On December 18, Ugandans and their American friends who oppose genocide will gather outside the United Nations headquarters in New York for an educational rally and to amplify the cries of those suffering in deplorable camps in Uganda.

The demonstration will call upon the international community to respond to the suffering in Uganda as forcefully as it did to the atrocities in the Darfur region of Sudan. The so-called internally displaced peoples' (IDP) camps in northern Uganda were created by the Uganda government, ostensibly to protect civilians caught in cross-fires as Uganda People’s Defense Force (UPDF) soldiers battle the Lord's Resistance Army (LRA) rebels. They have turned into abysmal failures in social experimentation--innocent civilians die of starvation, while some are tortured and raped. They have become the world's gravest humanitarian disasters and displaced close to two million Acholis from their homes, their farms, and their livelihood.
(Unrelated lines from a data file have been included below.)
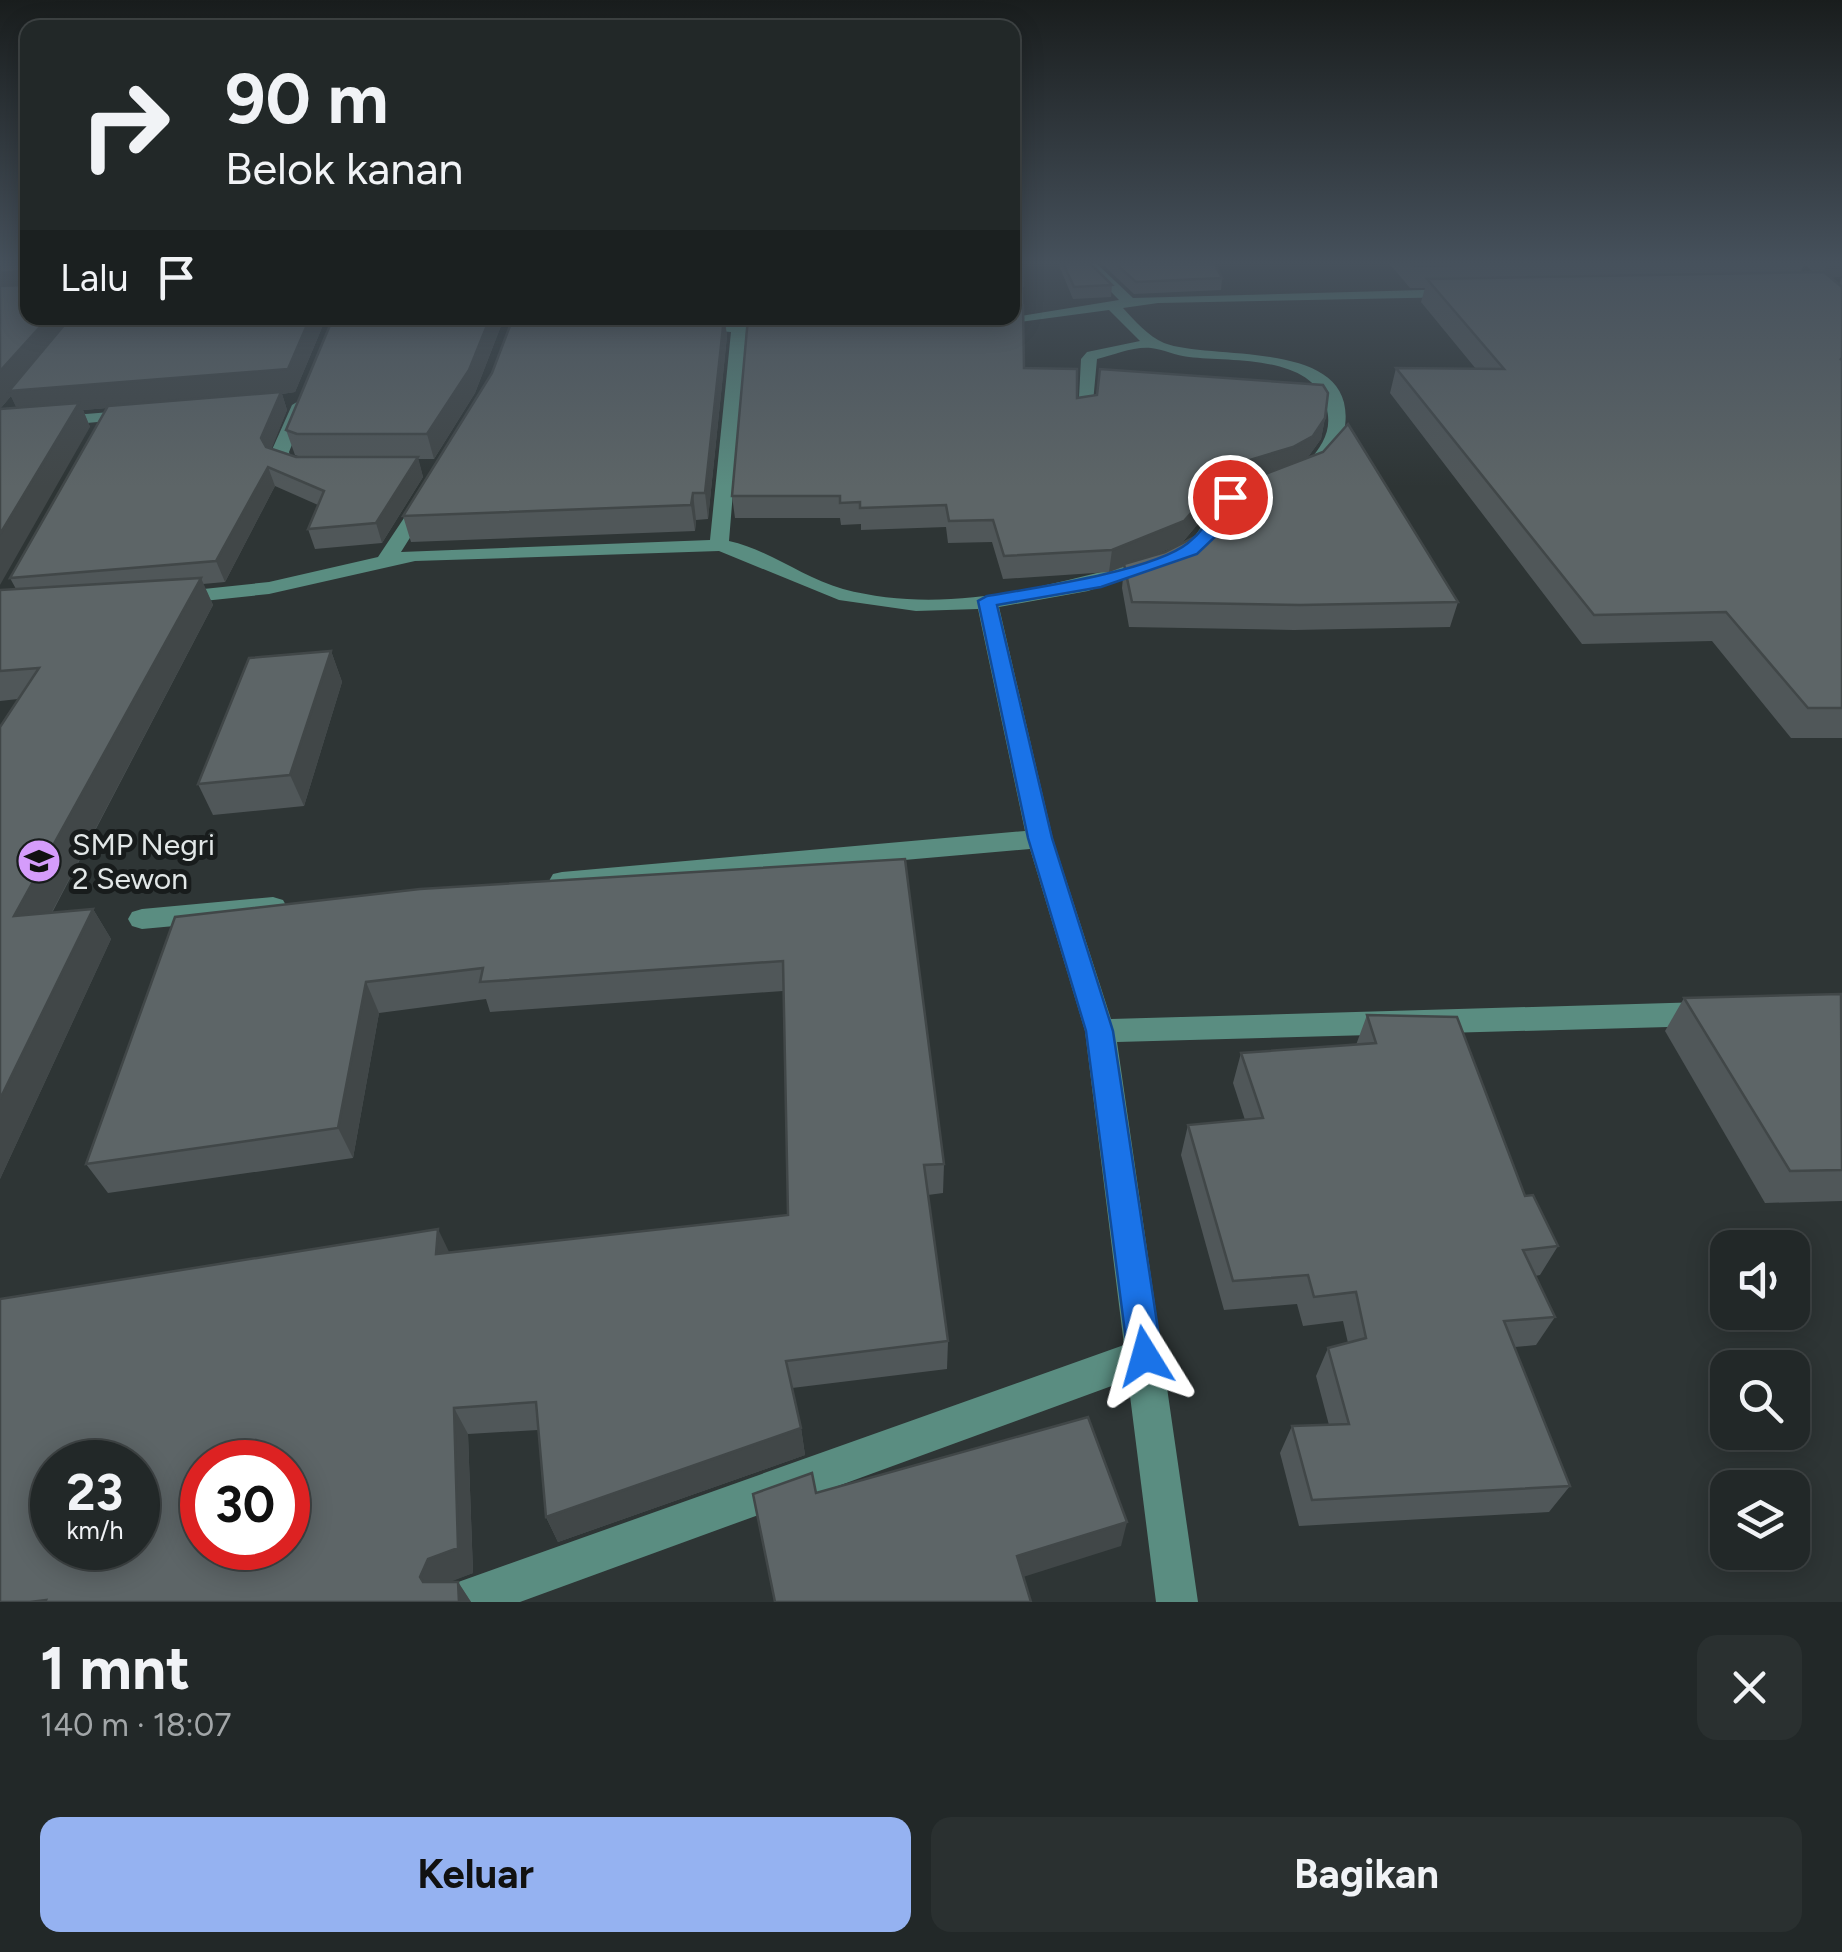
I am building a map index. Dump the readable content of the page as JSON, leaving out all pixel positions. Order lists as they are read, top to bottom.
{
  "places": {
    "school or university": ["SMP Negri 2 Sewon"]
  },
  "page": {
    "turn": ["90 m", "Belok kanan"],
    "then": "Lalu",
    "speed": "23 km/h",
    "limit": "30",
    "heading": ["1 mnt", "140 m · 18:07"],
    "buttons": ["Keluar", "Bagikan"]
  }
}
As the world knows, recently, Jan Egland, the United Nations Undersecretary for Humanitarian Affairs, called the suffering in northern Uganda the world's "worst most ignored" humanitarian crisis. He  referred this urgent matter to the Security Council but, after a short debate, the body failed to call for immediate action or to demand recommendations. In light of the stern and appropriate actions the UN and the U.S. government took to oppose atrocities in the Darfur region of the Sudan, this inaction on the part of the international community is troubling and puzzling.
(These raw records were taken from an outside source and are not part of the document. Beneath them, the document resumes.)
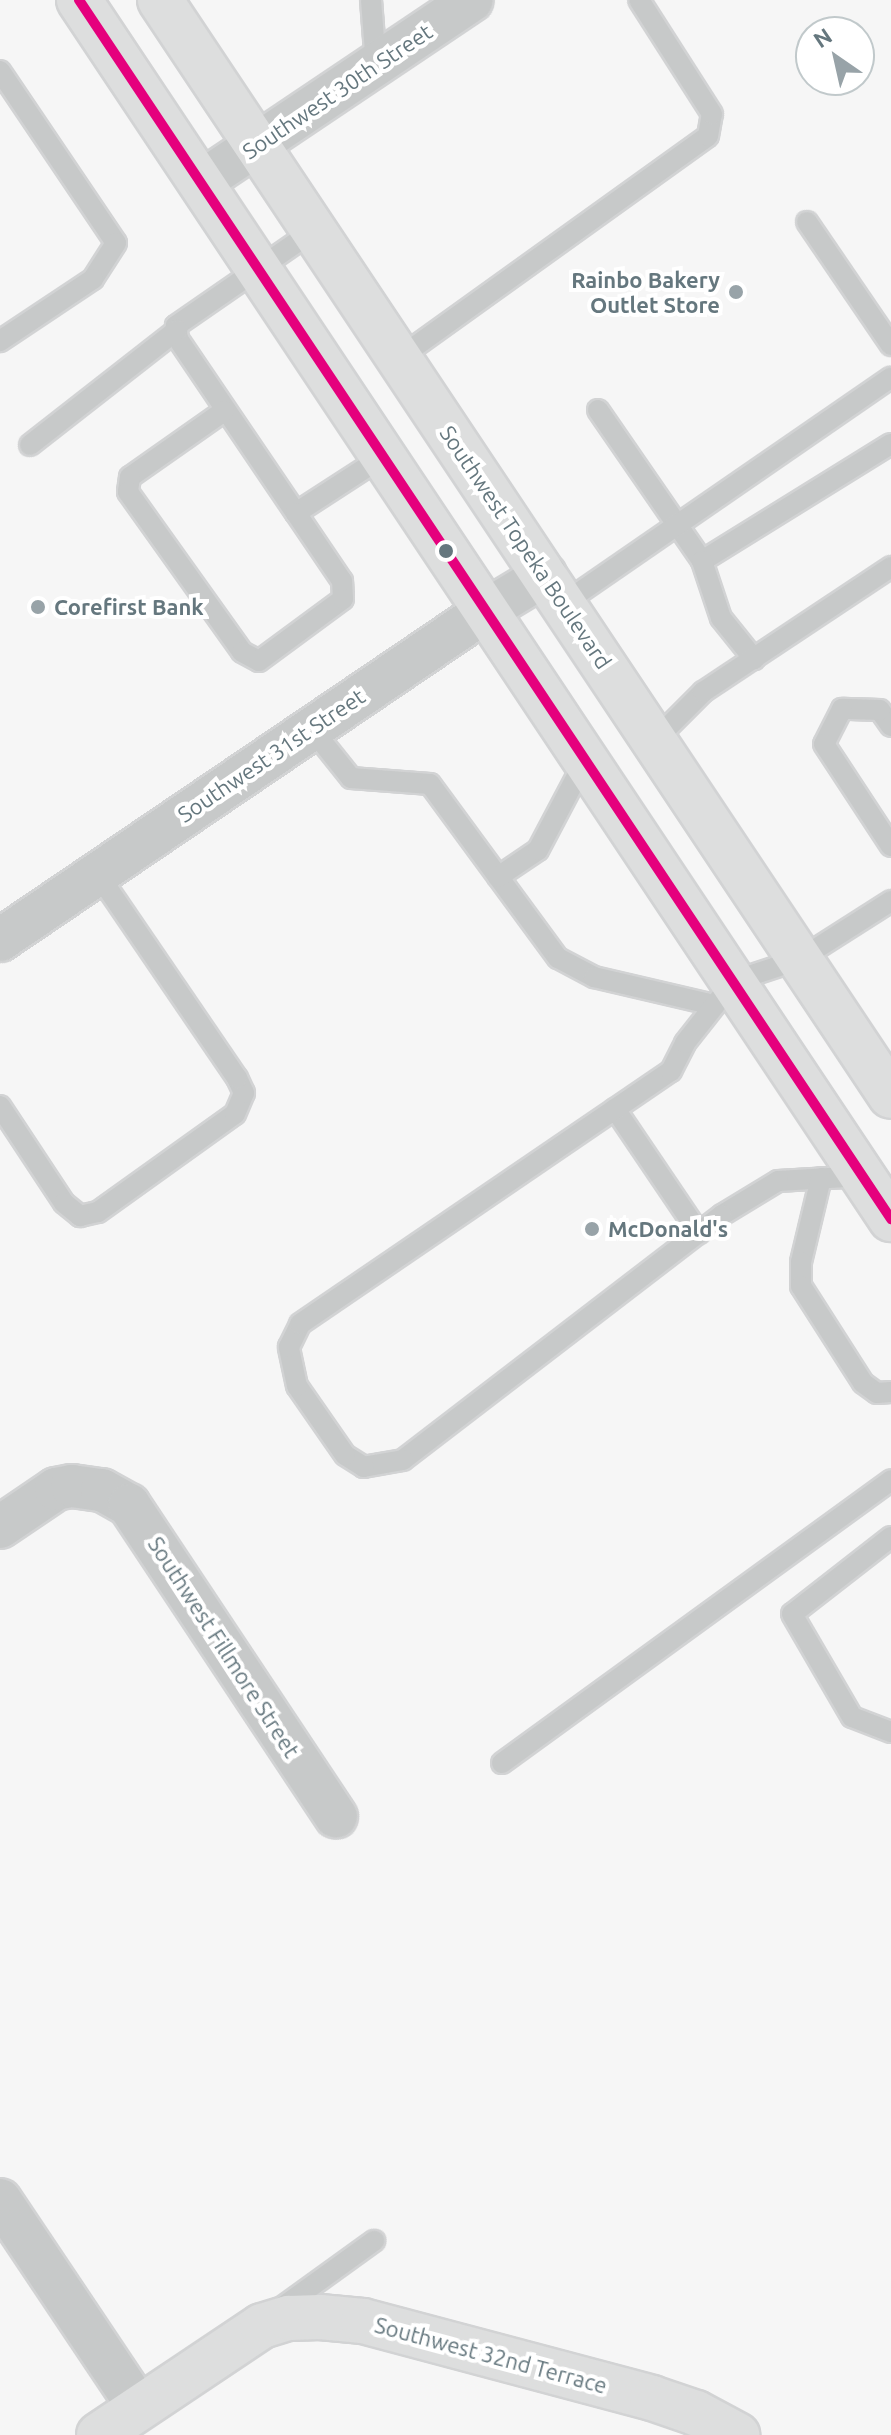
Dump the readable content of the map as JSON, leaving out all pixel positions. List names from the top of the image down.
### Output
{
  "streets": {
    "main road": ["Southwest Topeka Boulevard", "Southwest 32nd Terrace"],
    "street": ["Southwest 30th Street", "Southwest 31st Street", "Southwest Fillmore Street"]
  },
  "crossings": [
    ["Southwest 30th Street", "Southwest Topeka Boulevard"],
    ["Southwest Topeka Boulevard", "Southwest 31st Street"]
  ],
  "places": ["Rainbo Bakery Outlet Store", "Corefirst Bank", "McDonald's"],
  "north": "top left"
}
Ambassador Egland also has said: "The conflict in Northern Uganda is characterized by a level of cruelty seldom seen elsewhere. It pits not just adults but also children against one another, and excludes vast swathes of the population from participation in any semblance of development. No one knows how many people have died as a result of the conflict, but every day schools, homes, villages and families are destroyed, yet more people are abducted, enslaved, beaten, raped, and made to fight for the rebels. Most of these abductees are children."
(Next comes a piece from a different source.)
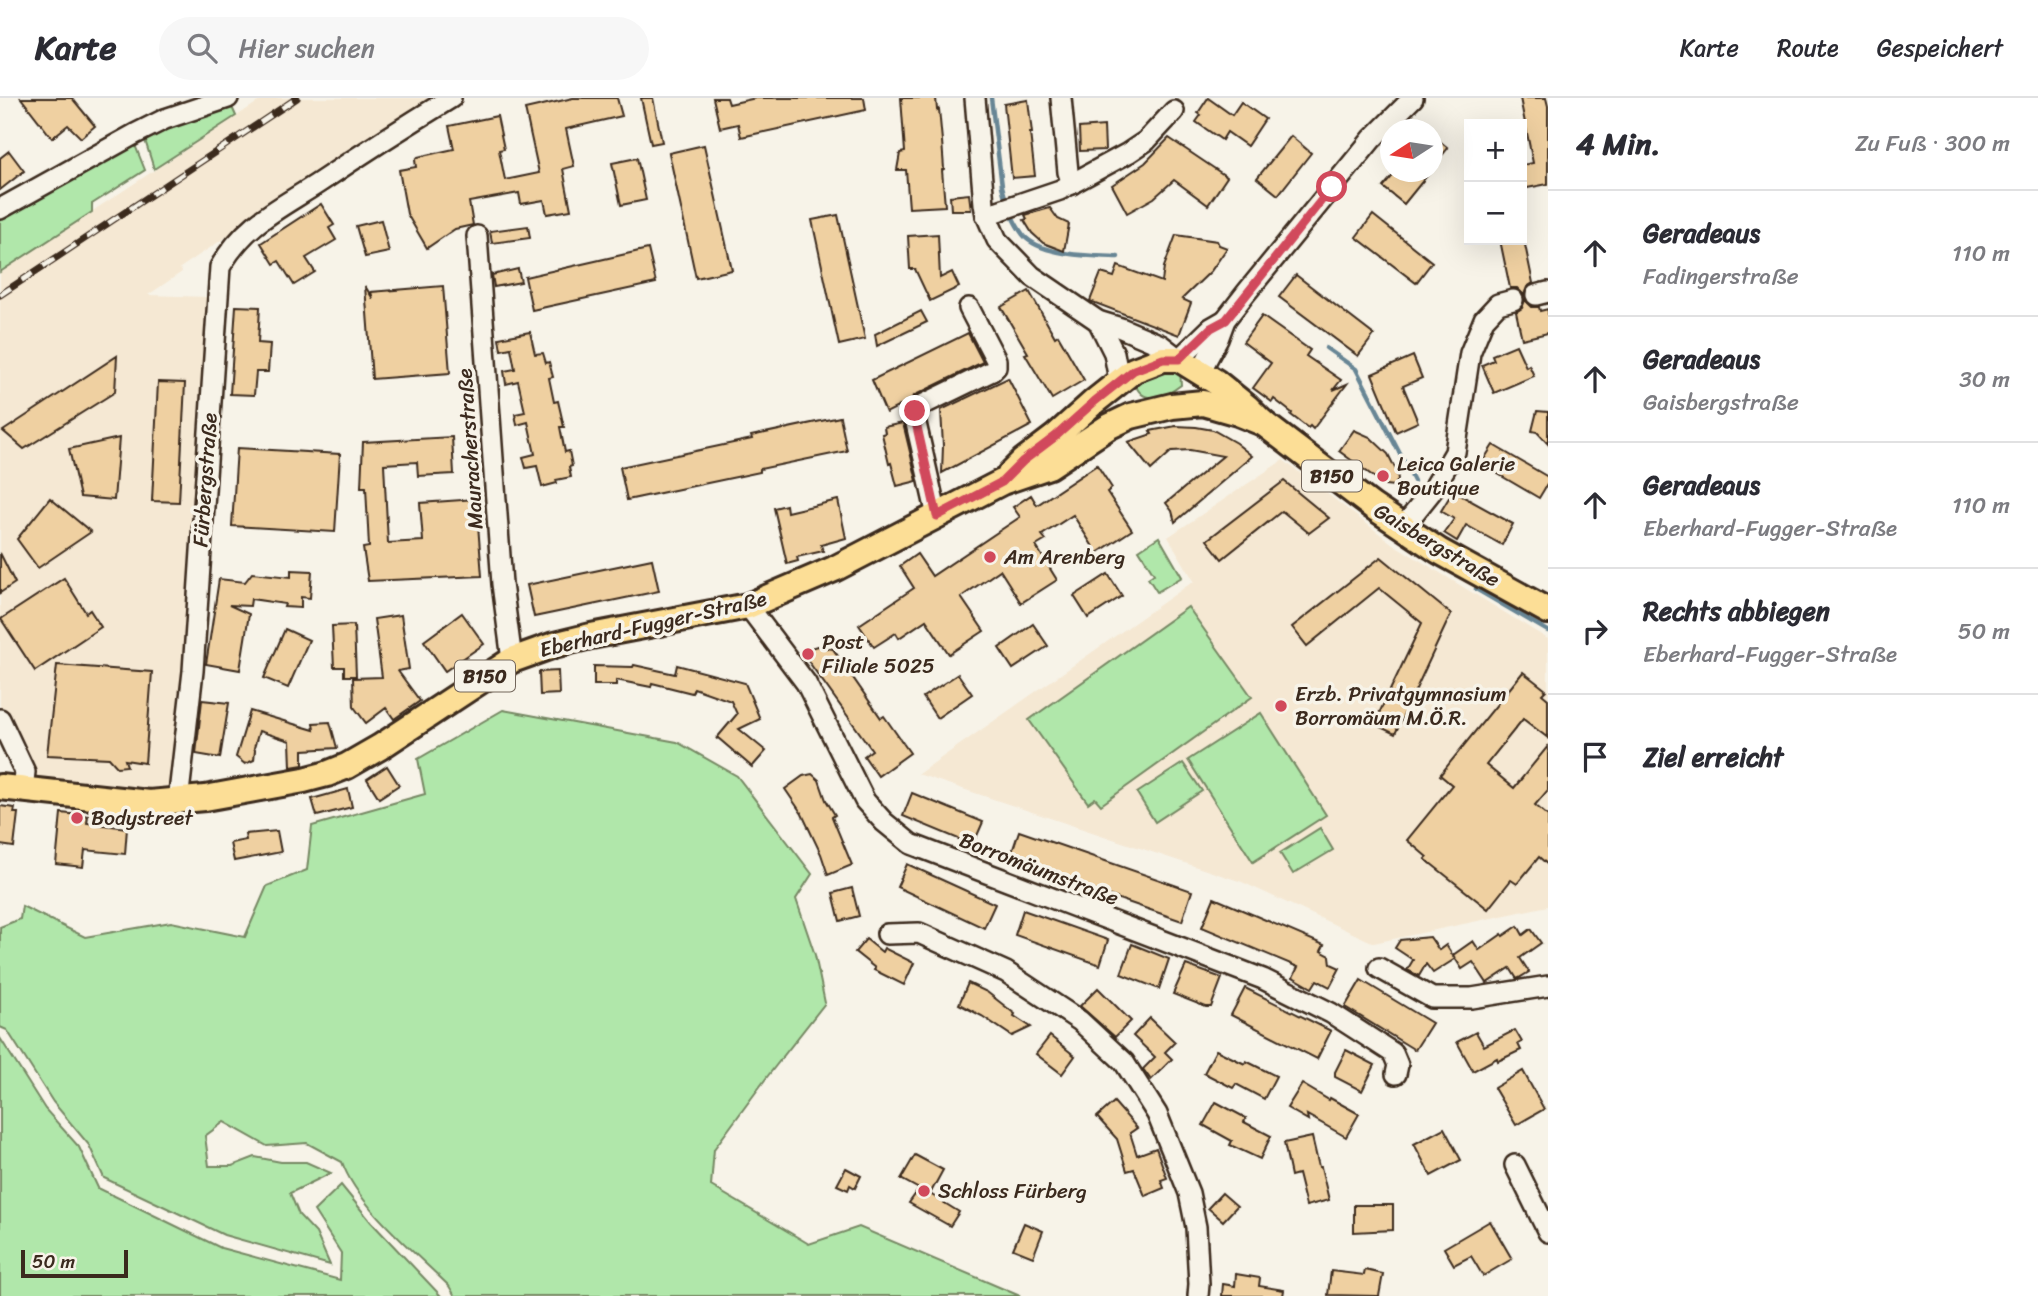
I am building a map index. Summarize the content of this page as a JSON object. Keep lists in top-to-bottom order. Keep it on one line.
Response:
{"streets":{"main road":["B150","Gaisbergstraße","Eberhard-Fugger-Straße"],"street":["Mauracherstraße","Fürbergstraße","Borromäumstraße"]},"crossings":[["Mauracherstraße","Eberhard-Fugger-Straße"],["B150","Fürbergstraße"],["B150","Gaisbergstraße"],["B150","Eberhard-Fugger-Straße"],["Fürbergstraße","Eberhard-Fugger-Straße"],["Gaisbergstraße","Eberhard-Fugger-Straße"],["Eberhard-Fugger-Straße","Borromäumstraße"]],"places":["Leica Galerie Boutique","Am Arenberg","Post Filiale 5025","Erzb. Privatgymnasium Borromäum M.Ö.R.","Bodystreet","Schloss Fürberg"],"scale_bar":"50 m","north":"left","page":{"header":"Karte","search":"Hier suchen","nav":["Karte","Route","Gespeichert"],"heading":["4 Min.","Zu Fuß · 300 m"],"map_buttons":["+","−"],"list":[["Geradeaus","Fadingerstraße","110 m"],["Geradeaus","Gaisbergstraße","30 m"],["Geradeaus","Eberhard-Fugger-Straße","110 m"],["Rechts abbiegen","Eberhard-Fugger-Straße","50 m"],"Ziel erreicht"],"scale":"50 m"}}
Commendably, the U.S. Congress recently recognized the plight of the people of northern Uganda through the Northern Uganda Crisis Response Act. However, crucial provisions to address the immediate humanitarian issues as well as the underlying political causes of the war are lacking. In fact, Secretary Colin Powell has yet to provide Congress with a feedback on the situation in Uganda and may not do so before he leaves office. The 18-year war in northern Uganda has claimed over 300,000 lives. The UN estimates that more than 1.8 million Acholis have been displaced from their homes. Although the low level combatants of both the LRA rebels and the UPDF, who are tired of the war, want to bring it to a peaceful end, their respective leaders (LRA's Joseph Kony and Uganda's President Yoweri Museveni) are not interested in serious peace dialogue. Both leaders have no trust and confidence in each other to engage in a serious peace dialogue. It is the moral obligation and responsibility of the international community to create the appropriate environment for the two sides to have confidence in the peace process. That is why we appeal for independent outside intervention.

The international community has  played a highly effective role in pressing the Khartoum government and the Sudanese People's Liberation Army (SPLA) to conclude an agreement to end the major war in Sudan. Pressure is currently being applied on combatants in the Darfur region to follow suit. Yet, there is a deafening and chilling silence to the suffering in Uganda. A peaceful resolution of the war between the LRA and the Uganda government has remained elusive. In the meantime, the deplorable conditions in the internal camps need to be addressed to prevent further deaths. Despite the current efforts of the international community, basic healthcare has been lacking, food handouts do not provide for basic nutrition, and most children in these camps have no primary school educational opportunities. Human Rights Watch has reported that in two of the camps over a three month period, mortality rates for children under five was 5.67/1,000, where 4/1,000 is considered an emergency.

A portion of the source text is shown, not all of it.